L’archipel des San Blas ou Guna Ayala

Rencontre

Les San Blas se situent au large de la côte caribéenne est du Panama et constituent un vaste archipel de près de 340 îles. Elles sont uniques au monde de par leur beauté et leur préservation. Certaines sont minuscules et inhabitées, d’autres abritent sous leurs cabanes de chaume, de palmes et de bambous une ou deux familles. D’autres sont peuplées de petites communautés regroupées en village. Les habitants sont des Amérindiens, les Guna ou Kuna, qui préservent de nos jours encore leurs coutumes et leurs traditions ancestrales.

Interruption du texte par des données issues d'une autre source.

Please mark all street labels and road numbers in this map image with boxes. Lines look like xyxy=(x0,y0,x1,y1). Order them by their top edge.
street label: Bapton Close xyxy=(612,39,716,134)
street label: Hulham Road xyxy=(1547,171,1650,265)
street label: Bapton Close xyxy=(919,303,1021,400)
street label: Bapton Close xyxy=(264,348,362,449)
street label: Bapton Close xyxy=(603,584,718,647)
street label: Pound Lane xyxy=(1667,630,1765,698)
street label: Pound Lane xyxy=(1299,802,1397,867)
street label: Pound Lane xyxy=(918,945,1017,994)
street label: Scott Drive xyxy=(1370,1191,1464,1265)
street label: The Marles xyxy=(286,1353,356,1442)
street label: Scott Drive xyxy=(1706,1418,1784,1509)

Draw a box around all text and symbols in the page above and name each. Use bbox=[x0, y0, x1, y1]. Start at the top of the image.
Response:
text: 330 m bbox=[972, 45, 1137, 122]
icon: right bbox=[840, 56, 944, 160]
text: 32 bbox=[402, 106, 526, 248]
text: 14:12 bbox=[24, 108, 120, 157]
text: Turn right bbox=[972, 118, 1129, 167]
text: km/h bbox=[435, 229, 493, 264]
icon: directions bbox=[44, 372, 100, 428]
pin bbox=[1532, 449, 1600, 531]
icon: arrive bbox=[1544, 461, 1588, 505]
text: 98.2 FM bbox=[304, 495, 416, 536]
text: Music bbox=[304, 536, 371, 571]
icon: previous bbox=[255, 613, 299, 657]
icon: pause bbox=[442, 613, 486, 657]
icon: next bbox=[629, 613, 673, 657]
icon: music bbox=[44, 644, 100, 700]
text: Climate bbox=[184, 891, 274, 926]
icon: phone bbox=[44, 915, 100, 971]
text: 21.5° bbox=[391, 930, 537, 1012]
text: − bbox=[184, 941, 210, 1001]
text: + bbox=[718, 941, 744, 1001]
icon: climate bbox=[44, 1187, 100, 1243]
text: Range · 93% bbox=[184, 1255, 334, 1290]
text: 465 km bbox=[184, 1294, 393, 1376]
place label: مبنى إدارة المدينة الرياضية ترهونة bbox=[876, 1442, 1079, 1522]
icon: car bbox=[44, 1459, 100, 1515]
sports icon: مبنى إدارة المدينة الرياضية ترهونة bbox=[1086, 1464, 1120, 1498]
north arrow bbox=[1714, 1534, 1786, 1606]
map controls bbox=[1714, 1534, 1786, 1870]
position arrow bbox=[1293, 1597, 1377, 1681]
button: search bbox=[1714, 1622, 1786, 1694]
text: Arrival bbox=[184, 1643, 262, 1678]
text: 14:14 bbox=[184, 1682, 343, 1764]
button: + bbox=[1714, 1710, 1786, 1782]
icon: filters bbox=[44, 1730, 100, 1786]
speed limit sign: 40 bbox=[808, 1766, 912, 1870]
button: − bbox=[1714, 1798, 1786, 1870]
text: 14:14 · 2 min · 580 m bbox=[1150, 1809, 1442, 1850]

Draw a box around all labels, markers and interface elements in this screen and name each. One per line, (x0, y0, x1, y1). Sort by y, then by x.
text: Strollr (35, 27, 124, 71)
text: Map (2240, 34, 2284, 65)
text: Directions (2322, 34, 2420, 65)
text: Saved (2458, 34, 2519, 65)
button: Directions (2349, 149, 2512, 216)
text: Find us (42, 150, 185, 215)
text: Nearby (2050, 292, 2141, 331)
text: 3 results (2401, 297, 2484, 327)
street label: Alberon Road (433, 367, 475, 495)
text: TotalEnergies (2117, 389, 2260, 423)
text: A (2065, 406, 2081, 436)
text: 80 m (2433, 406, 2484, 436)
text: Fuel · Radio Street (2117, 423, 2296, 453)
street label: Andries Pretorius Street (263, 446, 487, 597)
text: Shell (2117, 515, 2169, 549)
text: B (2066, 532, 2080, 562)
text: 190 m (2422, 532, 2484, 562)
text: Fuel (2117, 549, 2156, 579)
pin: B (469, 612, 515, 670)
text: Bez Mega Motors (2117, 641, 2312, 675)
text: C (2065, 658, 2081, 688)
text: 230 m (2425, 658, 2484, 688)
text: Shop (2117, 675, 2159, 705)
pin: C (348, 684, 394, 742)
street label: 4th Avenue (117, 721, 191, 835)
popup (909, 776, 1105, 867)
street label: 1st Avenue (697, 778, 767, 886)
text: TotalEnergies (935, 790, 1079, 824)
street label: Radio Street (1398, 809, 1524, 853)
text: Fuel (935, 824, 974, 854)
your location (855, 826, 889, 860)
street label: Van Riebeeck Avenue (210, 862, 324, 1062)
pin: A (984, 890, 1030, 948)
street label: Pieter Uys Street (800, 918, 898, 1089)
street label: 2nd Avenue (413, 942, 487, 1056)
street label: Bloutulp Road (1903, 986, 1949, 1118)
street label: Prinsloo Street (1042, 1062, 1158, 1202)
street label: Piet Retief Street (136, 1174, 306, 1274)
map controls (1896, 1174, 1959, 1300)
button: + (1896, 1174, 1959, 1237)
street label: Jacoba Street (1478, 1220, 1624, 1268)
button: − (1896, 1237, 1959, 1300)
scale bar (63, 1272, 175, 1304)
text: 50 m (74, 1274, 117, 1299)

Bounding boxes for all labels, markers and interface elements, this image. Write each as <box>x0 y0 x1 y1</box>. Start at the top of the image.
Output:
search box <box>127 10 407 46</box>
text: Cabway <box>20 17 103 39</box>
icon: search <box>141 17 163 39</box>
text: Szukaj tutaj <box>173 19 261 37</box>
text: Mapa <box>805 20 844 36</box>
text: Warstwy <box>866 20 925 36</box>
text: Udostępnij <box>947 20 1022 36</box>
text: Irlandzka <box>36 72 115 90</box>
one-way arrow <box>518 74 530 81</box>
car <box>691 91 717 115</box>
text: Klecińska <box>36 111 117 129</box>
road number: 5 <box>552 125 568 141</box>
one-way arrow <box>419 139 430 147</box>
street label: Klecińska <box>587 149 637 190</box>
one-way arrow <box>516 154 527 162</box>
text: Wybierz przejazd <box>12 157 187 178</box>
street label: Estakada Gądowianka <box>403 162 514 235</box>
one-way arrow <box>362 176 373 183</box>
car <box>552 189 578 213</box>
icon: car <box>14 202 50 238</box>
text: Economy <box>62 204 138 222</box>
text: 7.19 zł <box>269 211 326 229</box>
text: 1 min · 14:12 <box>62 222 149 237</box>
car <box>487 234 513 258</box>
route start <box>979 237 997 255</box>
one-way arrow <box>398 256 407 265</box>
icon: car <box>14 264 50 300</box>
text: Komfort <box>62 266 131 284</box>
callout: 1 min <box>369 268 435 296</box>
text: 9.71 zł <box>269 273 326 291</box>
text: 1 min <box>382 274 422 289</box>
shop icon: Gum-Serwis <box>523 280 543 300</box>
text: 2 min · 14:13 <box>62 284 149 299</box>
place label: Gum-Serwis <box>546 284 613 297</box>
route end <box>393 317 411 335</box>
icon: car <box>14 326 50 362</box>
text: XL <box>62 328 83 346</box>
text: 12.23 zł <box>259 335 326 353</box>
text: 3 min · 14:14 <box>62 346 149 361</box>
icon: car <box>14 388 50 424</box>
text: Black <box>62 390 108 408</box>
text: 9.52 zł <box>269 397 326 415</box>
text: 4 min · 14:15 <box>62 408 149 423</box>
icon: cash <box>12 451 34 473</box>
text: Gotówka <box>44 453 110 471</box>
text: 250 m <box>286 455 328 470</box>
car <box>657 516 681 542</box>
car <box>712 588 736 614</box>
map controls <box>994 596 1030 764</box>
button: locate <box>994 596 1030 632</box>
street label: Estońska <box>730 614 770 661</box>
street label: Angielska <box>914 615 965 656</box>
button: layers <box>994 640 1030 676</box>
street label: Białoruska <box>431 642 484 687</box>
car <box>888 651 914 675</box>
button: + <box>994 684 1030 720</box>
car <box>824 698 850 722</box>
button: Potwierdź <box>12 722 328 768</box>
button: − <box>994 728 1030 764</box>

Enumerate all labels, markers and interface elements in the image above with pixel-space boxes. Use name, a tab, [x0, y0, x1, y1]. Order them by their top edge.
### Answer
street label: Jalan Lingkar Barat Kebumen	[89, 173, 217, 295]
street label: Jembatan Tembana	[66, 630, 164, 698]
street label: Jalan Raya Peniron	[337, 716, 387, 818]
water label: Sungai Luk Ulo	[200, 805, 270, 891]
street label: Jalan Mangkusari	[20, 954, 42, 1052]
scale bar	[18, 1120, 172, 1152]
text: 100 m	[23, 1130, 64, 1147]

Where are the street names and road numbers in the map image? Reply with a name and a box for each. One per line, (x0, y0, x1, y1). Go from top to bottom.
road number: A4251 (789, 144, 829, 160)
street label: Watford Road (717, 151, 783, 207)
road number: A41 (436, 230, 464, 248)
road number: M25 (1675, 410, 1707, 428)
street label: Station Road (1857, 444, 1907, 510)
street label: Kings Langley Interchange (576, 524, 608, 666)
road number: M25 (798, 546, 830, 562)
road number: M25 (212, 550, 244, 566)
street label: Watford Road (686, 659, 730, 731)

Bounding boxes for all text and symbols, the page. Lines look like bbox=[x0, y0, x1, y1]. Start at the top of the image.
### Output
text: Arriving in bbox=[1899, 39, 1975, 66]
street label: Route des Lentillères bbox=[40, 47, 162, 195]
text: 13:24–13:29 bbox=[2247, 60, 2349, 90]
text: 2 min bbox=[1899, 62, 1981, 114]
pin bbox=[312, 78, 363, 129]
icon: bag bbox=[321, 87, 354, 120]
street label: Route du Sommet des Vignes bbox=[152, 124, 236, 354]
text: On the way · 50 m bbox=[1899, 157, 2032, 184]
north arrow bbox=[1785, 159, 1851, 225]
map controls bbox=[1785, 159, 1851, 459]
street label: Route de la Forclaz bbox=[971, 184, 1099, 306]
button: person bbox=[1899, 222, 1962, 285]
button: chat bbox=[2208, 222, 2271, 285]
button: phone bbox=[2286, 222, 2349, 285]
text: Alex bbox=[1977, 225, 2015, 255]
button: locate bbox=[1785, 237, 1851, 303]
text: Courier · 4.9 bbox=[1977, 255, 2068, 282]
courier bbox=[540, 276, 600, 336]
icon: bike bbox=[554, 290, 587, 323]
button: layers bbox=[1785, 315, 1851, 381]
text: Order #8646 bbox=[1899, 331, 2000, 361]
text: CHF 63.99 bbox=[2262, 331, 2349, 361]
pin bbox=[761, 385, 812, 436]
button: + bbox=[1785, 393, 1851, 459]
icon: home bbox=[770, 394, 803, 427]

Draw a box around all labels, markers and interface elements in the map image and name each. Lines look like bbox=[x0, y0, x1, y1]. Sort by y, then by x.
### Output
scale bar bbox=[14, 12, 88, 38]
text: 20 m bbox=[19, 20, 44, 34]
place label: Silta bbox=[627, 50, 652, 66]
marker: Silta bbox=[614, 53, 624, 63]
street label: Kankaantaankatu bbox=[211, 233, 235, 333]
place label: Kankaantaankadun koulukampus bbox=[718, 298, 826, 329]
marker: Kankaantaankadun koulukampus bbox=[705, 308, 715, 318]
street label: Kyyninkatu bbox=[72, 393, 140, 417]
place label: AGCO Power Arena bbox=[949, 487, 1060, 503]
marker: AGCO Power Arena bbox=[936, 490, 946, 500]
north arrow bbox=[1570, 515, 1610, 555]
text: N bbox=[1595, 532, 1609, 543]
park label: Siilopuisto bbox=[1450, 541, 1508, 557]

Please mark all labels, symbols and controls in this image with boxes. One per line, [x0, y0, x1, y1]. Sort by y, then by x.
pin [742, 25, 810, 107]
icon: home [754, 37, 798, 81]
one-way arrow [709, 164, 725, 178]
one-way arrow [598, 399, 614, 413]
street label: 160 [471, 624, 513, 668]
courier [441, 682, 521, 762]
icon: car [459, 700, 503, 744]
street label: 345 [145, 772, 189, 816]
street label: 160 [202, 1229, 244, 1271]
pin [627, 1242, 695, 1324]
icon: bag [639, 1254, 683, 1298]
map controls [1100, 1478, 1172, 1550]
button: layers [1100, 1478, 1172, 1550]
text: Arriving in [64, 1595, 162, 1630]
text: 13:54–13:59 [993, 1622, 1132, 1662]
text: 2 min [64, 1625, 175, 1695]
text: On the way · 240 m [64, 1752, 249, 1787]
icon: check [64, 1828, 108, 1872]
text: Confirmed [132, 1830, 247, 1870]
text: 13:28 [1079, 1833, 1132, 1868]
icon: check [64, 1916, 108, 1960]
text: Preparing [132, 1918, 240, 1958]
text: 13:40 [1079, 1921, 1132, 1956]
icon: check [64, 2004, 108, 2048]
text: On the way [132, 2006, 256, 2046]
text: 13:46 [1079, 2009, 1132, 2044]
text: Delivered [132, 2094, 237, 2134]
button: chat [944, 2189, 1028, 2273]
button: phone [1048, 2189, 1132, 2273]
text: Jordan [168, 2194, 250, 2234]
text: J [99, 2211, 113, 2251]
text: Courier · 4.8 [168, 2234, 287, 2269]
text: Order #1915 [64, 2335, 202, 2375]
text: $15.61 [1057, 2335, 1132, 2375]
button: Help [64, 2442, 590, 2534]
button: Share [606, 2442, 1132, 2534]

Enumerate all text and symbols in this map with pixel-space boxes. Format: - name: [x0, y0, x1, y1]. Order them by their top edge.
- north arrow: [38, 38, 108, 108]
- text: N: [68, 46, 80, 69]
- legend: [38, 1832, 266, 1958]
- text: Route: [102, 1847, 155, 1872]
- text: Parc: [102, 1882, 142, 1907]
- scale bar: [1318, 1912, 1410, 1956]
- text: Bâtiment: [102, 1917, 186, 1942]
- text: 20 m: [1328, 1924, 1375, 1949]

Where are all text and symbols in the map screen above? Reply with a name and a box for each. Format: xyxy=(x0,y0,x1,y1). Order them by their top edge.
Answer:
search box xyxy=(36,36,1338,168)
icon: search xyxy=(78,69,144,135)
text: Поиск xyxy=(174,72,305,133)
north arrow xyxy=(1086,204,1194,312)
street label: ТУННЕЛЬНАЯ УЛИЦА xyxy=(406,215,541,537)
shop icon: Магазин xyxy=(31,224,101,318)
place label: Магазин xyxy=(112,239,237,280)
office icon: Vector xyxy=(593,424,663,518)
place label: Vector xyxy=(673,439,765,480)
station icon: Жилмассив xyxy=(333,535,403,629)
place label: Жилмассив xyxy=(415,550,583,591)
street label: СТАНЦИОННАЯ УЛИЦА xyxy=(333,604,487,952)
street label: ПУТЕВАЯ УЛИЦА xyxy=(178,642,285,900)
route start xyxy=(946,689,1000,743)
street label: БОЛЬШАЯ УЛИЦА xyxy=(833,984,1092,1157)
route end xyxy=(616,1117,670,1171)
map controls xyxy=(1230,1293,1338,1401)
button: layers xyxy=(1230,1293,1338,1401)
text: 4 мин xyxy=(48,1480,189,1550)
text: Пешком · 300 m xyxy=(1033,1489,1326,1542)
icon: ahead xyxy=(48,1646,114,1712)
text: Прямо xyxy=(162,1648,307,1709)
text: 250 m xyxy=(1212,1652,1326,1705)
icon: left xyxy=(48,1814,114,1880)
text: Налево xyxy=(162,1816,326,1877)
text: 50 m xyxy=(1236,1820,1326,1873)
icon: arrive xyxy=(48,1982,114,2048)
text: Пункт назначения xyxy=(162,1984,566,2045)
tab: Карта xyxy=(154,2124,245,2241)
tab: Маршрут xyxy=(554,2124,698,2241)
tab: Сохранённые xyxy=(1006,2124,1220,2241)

Les îles San Blas et leurs territoires associés sur le continent s’appellent en réalité Guna Yala et sont constitués en une république indépendante du Panama. Les Gunas n’aiment pas le nom San Blas qui leur a été donné par l’envahisseur espagnol Vasco Nunez de Balboa au 17ème siècle. Ils ont lutté et payé dans le sang leur indépendance. Le pays ne connait pas la propriété individuelle et il n’y a aucune clôture. Les Gunas sont encore 55'000, soit moins de 10% qu’à l’époque à laquelle ils ont été envahis par les conquérants espagnols. Ils traitent leurs forêts souvent primitives et leurs terres comme un héritage.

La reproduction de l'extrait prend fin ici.